Start of Block
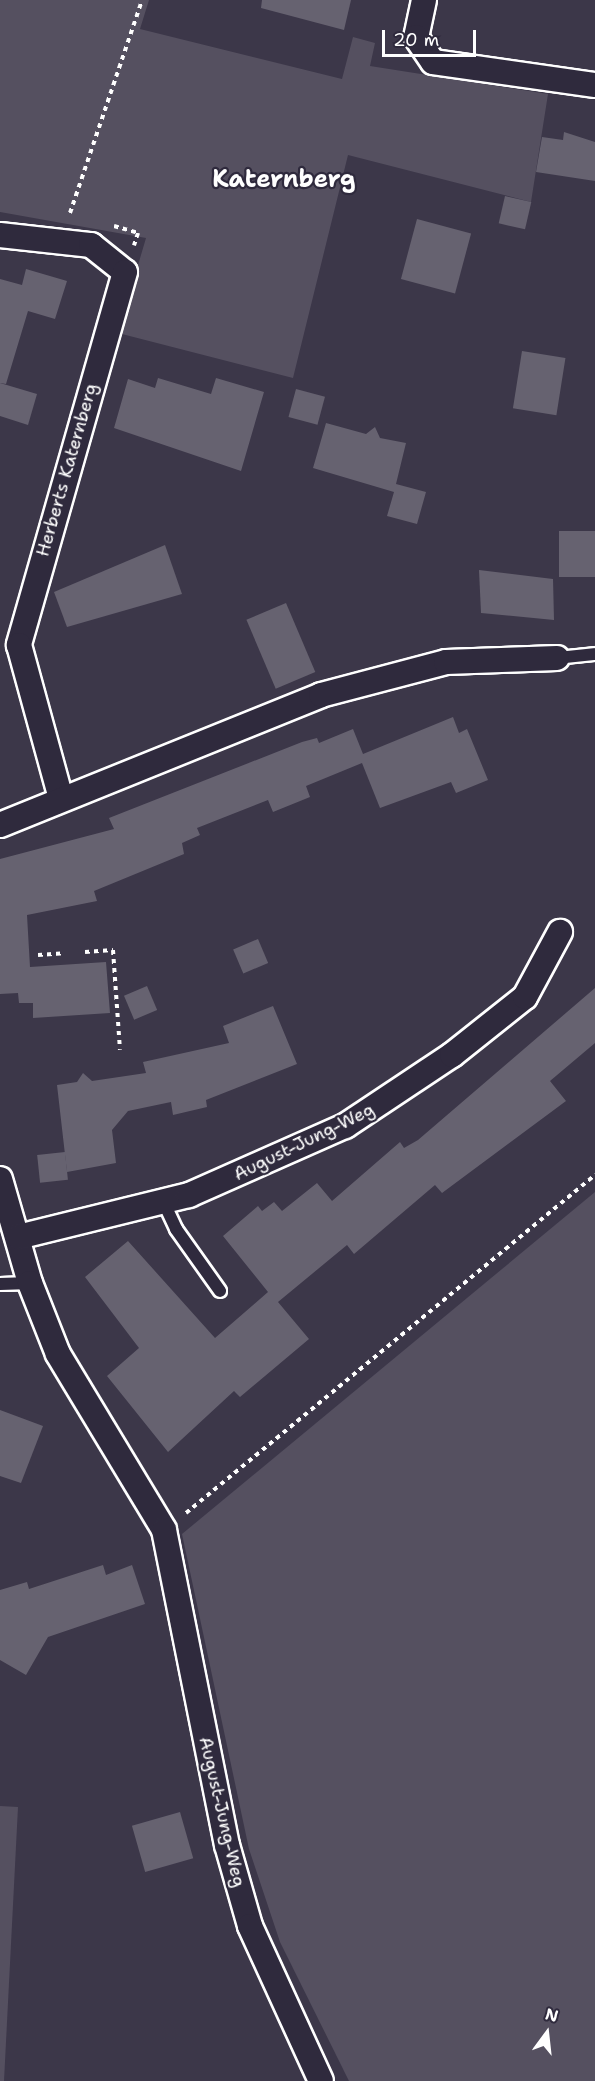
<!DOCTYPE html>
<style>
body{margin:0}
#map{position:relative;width:595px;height:2081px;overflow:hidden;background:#3c3749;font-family:"Shantell Sans",sans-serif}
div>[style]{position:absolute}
.green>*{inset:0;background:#555060}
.building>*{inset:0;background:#666270;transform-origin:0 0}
.path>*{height:4px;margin-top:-2px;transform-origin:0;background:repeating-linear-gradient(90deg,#fff 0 4.5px,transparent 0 9px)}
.roads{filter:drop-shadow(2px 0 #fff) drop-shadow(-2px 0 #fff) drop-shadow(0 2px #fff) drop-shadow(0 -2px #fff)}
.lane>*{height:12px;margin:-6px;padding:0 6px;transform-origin:6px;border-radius:6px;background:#2f2a3d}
.street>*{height:24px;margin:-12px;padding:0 12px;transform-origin:12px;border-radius:12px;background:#2f2a3d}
span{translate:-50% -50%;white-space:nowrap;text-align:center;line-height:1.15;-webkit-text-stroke:4.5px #2f2a3d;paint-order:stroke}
.street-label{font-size:18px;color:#fff}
.district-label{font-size:24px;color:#fff;font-weight:700}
.north{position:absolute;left:517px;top:2003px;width:60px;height:60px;-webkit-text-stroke:4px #2f2a3d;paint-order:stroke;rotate:15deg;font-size:16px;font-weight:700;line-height:24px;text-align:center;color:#fff}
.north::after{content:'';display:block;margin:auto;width:21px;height:27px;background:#fff;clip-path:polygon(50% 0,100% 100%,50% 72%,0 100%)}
.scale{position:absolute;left:382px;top:30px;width:94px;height:27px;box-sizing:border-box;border:3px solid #fff;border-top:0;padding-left:8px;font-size:18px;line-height:21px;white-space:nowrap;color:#fff;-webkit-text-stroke:4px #2f2a3d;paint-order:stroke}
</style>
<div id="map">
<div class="green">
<div style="clip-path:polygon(0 0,149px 0,140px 29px,342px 79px,353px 37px,375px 43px,370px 66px,548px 94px,531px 202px,348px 155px,293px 378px,118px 333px,146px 238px,0 212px)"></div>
<div style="clip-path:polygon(595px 1192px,595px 2081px,349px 2081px,280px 1942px,249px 1849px,182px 1534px)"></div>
<div style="clip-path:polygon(0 1806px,18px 1807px,4px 2081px,0 2081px)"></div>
</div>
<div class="building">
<div style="clip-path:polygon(262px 0,351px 0,344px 30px,261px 8px)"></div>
<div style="clip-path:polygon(564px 132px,595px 142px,595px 181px,536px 172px,542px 137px,563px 140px)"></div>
<div style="left:505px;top:196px;width:27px;height:28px;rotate:13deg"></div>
<div style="left:417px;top:219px;width:56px;height:62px;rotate:15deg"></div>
<div style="clip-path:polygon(26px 269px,67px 281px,55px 319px,28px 311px,6px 384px,0 383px,0 279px,22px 285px)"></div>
<div style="left:522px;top:351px;width:44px;height:58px;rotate:9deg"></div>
<div style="clip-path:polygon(158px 378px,211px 394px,216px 378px,264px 392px,241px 471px,114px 428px,128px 379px,155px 388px)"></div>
<div style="clip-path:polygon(0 383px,37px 394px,28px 425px,0 416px)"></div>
<div style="left:296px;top:389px;width:30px;height:29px;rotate:15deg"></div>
<div style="clip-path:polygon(326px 423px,366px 434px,375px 427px,380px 438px,406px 443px,396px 484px,426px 492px,417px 524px,387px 516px,394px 492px,313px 468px)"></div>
<div style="left:559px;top:531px;width:36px;height:46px"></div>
<div style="clip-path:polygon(165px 545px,182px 594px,67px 627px,54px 592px)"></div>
<div style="clip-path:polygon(479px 570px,553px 579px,554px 620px,481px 613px)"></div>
<div style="left:286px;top:603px;width:75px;height:43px;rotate:67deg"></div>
<div style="clip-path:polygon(453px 717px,459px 733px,467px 729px,488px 780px,456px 793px,451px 782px,380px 808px,362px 763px,306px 786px,310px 797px,273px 812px,268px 800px,197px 828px,200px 835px,182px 843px,184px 854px,94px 891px,97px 901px,27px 915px,30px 967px,106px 962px,110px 1013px,33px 1018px,33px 1003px,19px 1003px,18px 993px,0 994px,0 859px,114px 829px,109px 818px,302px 742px,317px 738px,319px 743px,353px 729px,363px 754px)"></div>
<div style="left:258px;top:939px;width:26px;height:27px;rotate:67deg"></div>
<div style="left:147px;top:986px;width:26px;height:25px;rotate:67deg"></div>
<div style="clip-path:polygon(595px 988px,595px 1043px,550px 1081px,566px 1101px,442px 1193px,435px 1185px,354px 1254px,347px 1245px,278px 1302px,309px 1339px,240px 1397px,234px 1391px,168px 1452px,107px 1376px,139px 1348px,85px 1277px,128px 1241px,215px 1338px,268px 1292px,223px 1236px,258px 1206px,262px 1211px,274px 1202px,282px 1211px,317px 1183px,332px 1201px,400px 1142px,404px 1148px,418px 1140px)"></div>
<div style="clip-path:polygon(273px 1006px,297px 1064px,206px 1100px,207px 1107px,173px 1115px,171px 1102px,128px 1111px,112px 1130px,116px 1163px,67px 1172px,57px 1085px,77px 1082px,83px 1073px,92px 1081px,146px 1073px,143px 1062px,229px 1043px,223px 1026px)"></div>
<div style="left:65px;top:1152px;width:28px;height:28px;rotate:84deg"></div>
<div style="clip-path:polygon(0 1410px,43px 1426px,21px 1483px,0 1476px)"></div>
<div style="clip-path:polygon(103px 1565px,106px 1575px,132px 1565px,145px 1604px,48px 1637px,26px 1675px,0 1660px,0 1590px,27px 1582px,29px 1589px)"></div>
<div style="left:180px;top:1812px;width:48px;height:50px;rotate:74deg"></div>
</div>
<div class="path">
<div style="left:70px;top:213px;width:225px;rotate:-71.3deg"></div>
<div style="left:114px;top:226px;width:25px;rotate:16deg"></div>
<div style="left:138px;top:233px;width:13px;rotate:108deg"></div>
<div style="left:85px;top:952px;width:28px;rotate:-4deg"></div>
<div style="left:113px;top:950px;width:100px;rotate:86deg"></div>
<div style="left:38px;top:955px;width:26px;rotate:-4deg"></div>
<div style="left:186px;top:1513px;width:531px;rotate:-39.57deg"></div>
</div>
<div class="roads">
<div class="lane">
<div style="left:557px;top:658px;width:38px;rotate:-6deg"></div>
<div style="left:164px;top:1203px;width:29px;rotate:65deg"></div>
<div style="left:176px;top:1229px;width:76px;rotate:54.6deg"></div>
<div style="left:0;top:1284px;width:30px;rotate:-2deg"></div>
</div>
<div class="street">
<div style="left:424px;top:0;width:38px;rotate:102deg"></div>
<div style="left:416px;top:37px;width:30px;rotate:56deg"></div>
<div style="left:433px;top:62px;width:164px;rotate:8.1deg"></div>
<div style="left:0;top:235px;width:92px;rotate:6.3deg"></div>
<div style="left:91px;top:245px;width:43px;rotate:38.5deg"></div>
<div style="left:125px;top:272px;width:388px;rotate:105.9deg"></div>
<div style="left:19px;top:645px;width:160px;rotate:74.7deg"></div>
<div style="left:0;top:825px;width:346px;rotate:-22deg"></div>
<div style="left:321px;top:695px;width:129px;rotate:-14.8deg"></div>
<div style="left:446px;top:662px;width:111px;rotate:-2.1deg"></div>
<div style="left:0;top:1179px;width:108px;rotate:73.9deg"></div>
<div style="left:30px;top:1283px;width:76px;rotate:68.5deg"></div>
<div style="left:58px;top:1354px;width:205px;rotate:58.9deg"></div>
<div style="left:164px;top:1530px;width:321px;rotate:78.7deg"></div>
<div style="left:227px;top:1845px;width:84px;rotate:74.1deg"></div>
<div style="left:250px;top:1926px;width:170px;rotate:65.4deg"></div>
<div style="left:18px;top:1237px;width:176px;rotate:-13.8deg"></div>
<div style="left:189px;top:1195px;width:171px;rotate:-23.9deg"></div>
<div style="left:345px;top:1126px;width:128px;rotate:-33.6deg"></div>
<div style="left:452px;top:1055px;width:93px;rotate:-38.5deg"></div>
<div style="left:525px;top:997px;width:74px;rotate:-61.7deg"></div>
</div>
</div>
<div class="street-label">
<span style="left:67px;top:470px;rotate:-74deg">Herberts Katernberg</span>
<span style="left:304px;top:1142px;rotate:-26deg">August-Jung-Weg</span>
<span style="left:222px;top:1812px;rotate:77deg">August-Jung-Weg</span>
</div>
<div class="district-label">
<span style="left:284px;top:180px">Katernberg</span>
</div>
<div class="north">N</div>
<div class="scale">20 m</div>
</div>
End of Block
§ INSTRUCTIONS FOR THE TASK
Exactly the lines from the start of the entries above through the line with "0 #fff) drop-shadow(-2px" should be reproduced, and nothing else; drop the pictures.

§ RESULT OF THE EXERCISE
<!DOCTYPE html>
<style>
body{margin:0}
#map{position:relative;width:595px;height:2081px;overflow:hidden;background:#3c3749;font-family:"Shantell Sans",sans-serif}
div>[style]{position:absolute}
.green>*{inset:0;background:#555060}
.building>*{inset:0;background:#666270;transform-origin:0 0}
.path>*{height:4px;margin-top:-2px;transform-origin:0;background:repeating-linear-gradient(90deg,#fff 0 4.5px,transparent 0 9px)}
.roads{filter:drop-shadow(2px 0 #fff) drop-shadow(-2px 0 #fff) drop-shadow(0 2px #fff) drop-shadow(0 -2px #fff)}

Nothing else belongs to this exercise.